Acht „Stories“ und vierzehn „Close-Ups“ erzählen von den Verbindungen, den expliziten und impliziten Verwandtschaften, Einflüssen und Beziehungen zwischen Bauhaus und den ersten documenta-Ausstellungen und dem documenta-Gründer Arnold Bode. Schwerpunkt sind unter anderem Grafik, Künstler, Bodes erste Pläne, die darauf zielten, weit über eine Kunstausstellung hinausgehend angewandte Kunst, Grafik, Architektur, Design, aber auch Theater und Film mit einzubeziehen. Hier wird deutlich, wie sehr sich Bode an Ideen des Bauhauses orientierte, wie sehr er sich an ihm messen und dessen Erbe weiterführen wollte; entsprechend werden auch in anderen Kapiteln die mitunter recht offensichtlichen Bezüge anschaulich dargestellt. Das typografische Erscheinungsbild ist eng an des Bauhaus angelehnt, viele der letztlich ausgewählten Künstler waren am Bauhaus aktiv gewesen. Bode gehörte auch zu den Initiatoren einer Werkakademie, die explizit nicht Kunstakademie heißen sollte, um den weiterreichenden Anspruch – analog zum Werkbund – zu signalisieren.

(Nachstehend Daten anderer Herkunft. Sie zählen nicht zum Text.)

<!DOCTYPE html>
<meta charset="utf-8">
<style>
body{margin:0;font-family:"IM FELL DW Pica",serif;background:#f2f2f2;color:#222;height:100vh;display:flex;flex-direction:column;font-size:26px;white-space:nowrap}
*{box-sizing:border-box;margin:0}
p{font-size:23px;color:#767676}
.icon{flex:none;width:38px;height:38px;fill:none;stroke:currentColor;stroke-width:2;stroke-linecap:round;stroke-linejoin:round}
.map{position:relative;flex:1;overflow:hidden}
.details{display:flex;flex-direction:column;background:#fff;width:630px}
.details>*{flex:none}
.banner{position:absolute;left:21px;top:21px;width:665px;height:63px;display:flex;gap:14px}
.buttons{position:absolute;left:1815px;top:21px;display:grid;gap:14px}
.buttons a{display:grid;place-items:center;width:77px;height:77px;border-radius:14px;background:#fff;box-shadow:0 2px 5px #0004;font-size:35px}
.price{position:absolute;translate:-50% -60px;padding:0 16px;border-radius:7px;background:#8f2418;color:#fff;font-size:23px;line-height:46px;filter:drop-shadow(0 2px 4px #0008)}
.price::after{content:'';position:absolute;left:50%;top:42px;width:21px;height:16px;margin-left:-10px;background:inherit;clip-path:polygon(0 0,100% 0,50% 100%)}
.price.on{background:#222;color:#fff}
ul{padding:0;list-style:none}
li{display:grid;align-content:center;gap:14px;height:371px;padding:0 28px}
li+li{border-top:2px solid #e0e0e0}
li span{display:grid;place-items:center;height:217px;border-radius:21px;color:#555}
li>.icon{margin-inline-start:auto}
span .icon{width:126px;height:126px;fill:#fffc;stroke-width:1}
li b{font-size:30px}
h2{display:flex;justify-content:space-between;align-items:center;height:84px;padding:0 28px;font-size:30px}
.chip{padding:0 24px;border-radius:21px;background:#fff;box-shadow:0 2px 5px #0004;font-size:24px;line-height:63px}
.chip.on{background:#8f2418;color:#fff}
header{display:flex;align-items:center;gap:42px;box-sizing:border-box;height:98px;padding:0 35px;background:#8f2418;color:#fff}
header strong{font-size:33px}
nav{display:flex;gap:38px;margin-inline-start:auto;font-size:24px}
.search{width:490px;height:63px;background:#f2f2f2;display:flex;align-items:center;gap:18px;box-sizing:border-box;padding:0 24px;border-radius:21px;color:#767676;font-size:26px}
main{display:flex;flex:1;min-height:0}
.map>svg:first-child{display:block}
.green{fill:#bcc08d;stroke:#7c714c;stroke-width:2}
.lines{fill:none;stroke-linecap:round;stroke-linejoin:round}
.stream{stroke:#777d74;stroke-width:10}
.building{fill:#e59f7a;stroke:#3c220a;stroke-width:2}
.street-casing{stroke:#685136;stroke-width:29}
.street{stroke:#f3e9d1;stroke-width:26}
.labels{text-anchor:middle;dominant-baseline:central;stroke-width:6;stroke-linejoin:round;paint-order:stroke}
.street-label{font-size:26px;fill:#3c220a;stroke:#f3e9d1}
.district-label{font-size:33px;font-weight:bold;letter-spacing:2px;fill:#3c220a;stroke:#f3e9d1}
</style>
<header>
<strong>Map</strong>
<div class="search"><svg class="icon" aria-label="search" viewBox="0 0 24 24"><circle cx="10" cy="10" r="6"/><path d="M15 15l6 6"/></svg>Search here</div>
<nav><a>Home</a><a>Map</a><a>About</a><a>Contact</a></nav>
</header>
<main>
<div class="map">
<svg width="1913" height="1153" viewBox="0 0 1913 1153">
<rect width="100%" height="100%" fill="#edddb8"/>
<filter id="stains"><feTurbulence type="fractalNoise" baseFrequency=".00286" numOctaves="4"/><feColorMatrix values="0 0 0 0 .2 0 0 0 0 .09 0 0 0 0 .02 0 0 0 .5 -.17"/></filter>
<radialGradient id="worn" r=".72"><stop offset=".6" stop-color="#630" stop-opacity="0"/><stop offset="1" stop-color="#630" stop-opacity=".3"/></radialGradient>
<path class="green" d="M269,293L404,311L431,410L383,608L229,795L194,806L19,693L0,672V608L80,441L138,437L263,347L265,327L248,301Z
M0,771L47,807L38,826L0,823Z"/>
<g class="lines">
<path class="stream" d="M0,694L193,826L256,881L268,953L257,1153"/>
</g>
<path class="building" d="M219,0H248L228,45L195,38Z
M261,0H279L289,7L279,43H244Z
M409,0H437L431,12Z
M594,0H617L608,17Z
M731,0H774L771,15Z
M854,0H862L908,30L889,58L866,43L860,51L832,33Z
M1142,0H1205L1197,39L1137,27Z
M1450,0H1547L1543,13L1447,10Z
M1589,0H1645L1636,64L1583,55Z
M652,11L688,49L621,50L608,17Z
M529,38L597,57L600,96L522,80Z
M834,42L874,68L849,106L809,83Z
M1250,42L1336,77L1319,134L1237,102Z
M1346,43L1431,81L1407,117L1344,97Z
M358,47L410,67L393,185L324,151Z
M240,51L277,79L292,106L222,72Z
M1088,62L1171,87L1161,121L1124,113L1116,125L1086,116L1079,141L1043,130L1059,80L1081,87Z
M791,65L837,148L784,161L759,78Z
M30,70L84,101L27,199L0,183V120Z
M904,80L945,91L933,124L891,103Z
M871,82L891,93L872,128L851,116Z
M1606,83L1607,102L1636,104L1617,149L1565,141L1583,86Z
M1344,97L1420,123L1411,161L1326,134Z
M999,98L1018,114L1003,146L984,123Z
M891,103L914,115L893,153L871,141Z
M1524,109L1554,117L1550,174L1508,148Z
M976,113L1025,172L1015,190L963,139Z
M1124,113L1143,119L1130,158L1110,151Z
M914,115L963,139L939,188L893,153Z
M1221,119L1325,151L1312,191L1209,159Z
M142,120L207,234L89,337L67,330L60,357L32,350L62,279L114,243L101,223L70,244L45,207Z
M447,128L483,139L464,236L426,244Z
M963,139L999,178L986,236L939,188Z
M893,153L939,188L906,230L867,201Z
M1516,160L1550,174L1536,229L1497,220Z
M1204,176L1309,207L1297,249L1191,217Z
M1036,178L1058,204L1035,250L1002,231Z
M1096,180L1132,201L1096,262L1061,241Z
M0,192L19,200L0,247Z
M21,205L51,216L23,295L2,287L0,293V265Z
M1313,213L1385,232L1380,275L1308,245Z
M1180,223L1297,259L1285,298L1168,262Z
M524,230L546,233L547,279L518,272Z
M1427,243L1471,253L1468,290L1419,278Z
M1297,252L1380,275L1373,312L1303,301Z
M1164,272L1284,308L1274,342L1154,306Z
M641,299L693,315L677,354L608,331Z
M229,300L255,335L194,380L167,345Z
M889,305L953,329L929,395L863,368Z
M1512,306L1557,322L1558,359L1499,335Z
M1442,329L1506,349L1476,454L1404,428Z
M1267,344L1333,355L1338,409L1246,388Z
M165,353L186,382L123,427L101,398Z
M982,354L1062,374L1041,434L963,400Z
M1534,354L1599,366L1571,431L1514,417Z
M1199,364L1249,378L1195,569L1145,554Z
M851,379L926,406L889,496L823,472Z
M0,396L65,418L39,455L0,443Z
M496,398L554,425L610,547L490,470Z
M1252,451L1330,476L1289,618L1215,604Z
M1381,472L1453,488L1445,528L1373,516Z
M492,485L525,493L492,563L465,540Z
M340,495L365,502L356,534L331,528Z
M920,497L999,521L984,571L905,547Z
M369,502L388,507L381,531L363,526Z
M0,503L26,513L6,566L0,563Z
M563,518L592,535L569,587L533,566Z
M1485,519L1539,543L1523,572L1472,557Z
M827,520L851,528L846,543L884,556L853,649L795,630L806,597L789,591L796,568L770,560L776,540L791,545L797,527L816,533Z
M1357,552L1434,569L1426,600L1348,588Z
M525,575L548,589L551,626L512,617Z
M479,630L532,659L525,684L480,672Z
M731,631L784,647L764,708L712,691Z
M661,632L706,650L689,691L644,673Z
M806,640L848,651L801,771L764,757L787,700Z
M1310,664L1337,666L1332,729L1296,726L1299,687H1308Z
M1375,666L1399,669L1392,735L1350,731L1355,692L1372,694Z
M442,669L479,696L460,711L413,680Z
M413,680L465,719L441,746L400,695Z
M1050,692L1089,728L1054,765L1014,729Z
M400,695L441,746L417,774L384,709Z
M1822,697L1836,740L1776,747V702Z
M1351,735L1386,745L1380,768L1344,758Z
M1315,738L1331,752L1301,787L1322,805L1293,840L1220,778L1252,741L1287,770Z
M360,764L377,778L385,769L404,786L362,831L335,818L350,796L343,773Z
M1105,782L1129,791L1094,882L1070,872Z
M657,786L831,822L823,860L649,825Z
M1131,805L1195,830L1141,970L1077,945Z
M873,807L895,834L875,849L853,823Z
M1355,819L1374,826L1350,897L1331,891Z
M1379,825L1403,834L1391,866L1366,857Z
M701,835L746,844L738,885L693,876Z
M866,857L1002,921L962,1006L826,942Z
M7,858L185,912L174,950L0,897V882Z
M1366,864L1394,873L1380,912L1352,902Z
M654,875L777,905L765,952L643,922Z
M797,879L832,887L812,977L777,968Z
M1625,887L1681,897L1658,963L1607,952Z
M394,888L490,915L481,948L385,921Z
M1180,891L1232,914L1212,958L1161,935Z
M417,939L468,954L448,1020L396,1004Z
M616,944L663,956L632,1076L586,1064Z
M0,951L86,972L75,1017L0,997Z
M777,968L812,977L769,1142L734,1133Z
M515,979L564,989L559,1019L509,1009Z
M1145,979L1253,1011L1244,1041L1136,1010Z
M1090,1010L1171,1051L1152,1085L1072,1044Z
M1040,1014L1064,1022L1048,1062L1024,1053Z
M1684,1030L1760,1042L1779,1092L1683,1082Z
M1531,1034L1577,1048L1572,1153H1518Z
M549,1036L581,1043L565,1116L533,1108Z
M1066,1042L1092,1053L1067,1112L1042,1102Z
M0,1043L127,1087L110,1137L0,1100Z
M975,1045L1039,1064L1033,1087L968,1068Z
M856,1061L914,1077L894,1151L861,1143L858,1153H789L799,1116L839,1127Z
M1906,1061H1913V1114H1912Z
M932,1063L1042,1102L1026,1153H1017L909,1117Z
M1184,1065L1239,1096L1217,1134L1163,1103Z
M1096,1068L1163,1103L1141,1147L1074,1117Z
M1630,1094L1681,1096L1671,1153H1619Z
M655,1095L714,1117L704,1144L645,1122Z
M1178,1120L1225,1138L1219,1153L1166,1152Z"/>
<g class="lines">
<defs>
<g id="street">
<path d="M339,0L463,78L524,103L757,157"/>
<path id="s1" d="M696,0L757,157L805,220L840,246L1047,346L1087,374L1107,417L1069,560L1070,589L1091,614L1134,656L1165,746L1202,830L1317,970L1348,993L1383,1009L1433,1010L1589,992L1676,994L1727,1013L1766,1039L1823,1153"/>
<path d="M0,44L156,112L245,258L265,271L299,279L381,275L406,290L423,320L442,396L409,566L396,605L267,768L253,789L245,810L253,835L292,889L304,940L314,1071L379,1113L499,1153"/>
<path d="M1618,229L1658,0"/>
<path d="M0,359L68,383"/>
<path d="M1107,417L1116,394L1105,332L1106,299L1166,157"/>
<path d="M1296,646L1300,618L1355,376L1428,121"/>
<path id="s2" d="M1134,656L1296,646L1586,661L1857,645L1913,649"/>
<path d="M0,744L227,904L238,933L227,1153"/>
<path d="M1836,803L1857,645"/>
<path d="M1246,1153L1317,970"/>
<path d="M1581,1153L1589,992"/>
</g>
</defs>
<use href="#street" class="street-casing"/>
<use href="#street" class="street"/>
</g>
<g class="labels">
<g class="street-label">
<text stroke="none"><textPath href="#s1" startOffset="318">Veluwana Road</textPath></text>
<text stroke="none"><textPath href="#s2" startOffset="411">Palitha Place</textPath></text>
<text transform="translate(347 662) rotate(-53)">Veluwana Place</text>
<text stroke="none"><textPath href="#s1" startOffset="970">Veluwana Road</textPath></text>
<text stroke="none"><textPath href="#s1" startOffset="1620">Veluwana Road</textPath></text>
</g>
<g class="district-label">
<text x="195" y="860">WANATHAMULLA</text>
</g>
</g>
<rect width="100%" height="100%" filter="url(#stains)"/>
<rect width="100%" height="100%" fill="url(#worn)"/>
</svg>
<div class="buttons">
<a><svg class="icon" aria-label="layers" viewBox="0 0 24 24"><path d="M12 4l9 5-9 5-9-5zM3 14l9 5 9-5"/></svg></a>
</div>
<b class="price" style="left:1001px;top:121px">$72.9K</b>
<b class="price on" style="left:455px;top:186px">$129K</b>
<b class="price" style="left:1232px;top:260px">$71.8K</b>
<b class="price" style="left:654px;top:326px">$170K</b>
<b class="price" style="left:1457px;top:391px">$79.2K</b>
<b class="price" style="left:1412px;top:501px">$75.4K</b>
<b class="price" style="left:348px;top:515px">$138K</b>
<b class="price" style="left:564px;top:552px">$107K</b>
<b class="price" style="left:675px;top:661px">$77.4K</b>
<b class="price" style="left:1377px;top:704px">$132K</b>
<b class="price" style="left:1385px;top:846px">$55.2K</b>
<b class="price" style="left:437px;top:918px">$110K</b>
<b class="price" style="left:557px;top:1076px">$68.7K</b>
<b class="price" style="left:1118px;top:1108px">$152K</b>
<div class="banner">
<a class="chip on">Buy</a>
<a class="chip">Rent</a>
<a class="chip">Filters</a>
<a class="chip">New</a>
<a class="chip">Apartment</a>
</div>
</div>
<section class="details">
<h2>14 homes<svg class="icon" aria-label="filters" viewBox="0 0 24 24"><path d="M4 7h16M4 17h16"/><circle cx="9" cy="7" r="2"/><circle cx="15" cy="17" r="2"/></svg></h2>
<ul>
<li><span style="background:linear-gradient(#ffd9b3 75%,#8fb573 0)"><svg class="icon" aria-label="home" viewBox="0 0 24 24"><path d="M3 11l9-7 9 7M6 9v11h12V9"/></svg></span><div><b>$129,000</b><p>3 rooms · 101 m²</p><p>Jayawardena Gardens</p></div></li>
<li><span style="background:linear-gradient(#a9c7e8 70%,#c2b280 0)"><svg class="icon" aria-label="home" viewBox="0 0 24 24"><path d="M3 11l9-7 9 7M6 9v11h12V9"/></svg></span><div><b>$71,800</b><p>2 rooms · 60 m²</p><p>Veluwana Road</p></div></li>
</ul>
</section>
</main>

Ausstellungsansicht des großen Malereisaals im Museum Fridericianum. documenta 1 (1955). © documenta archiv / Foto: Günther Becker

Für die documenta konnte dieser Anspruch letztlich nicht verwirklicht werden, was an materiellen Grenzen lag, aber auch mit dem weniger in der Wahrnehmung präsenten Werner Haftmann zusammenhängt. Haftmann war als kunsthistorischer Berater der ersten drei Ausstellungen die „graue Eminenz“ der documenta, wie er in der Ausstellung genannt wird. Und er teilte eben Bodes Ehrgeiz nicht, viele Disziplinen in die documenta einzubeziehen. Bode setzte seine weiterreichenden Ideen in der Frankfurter Göppinger Galerie um, die bis 1964 bestand.
Die Ausstellung zeigt Verbindungen und Hintergründe anschaulich und gut nachvollziehbar, auch wenn sich hin und wieder Tücken des Netzes bemerkbar machen – nicht alle Links funktionieren, andere sind aus dem Inhaltsverzeichnis nicht direkt aufrufbar. Auch hätte es nicht unbedingt sein müssen, dass Bilder beim drüberscrollen so groß werden, dass sie nicht mehr vollständig sichtbar sind. Ton- oder Filmdokumente sind nicht integriert, lassen sich aber bei einer Weiterentwicklung eines solchen Formats durchaus denken, das sich weiter als komplentäres Vermittlungsformat zu Ausstellungen etablieren wird.


 

1939_KF_wkh_screenshotEtwas Zeit zum Lesen mitbringen muss – das ist für die Kenner dieser Zeitschrift aber nichts Neues –, wer sich die neue Ausgabe von Wolkenkuckucksheim zu Gemüte führen möchte. Auch sie konzentriert sich auf die Veränderung und Weiterführung der Ideen und Methoden des Bauhauses. „Sie diskutieren, unter anderem, den Transfer von Bauhausästhetiken, Entwurfspraktiken, sozialen Agenden, Technik- und Industrieverständnissen und pädagogischen Modellen. Im Zusammenlesen der Artikel wird die anhaltende Verbreitung der zentralen Bauhausideen in heutigen globalisierten sozialen und ästhetischen Umgebungen sichtbar“, wie es die Redakteure dieser Ausgabe, Uta Poerschke und Daniel Purdy, im Editorial schreiben. Analog zur neueren Forschungssicht werden dabei nicht die großen Heldengeschichten von Meyer, Mies und vor allem Gropius erzählt, wird nicht eine evolutionäre Geschichtsauffassung weiter beschrieben, nach der das Bauhaus eine Initiatialzündung hin zu einer allumfassenden Lebenskonzeption war, die durch Kunst und Architektur geleitet und geprägt wird.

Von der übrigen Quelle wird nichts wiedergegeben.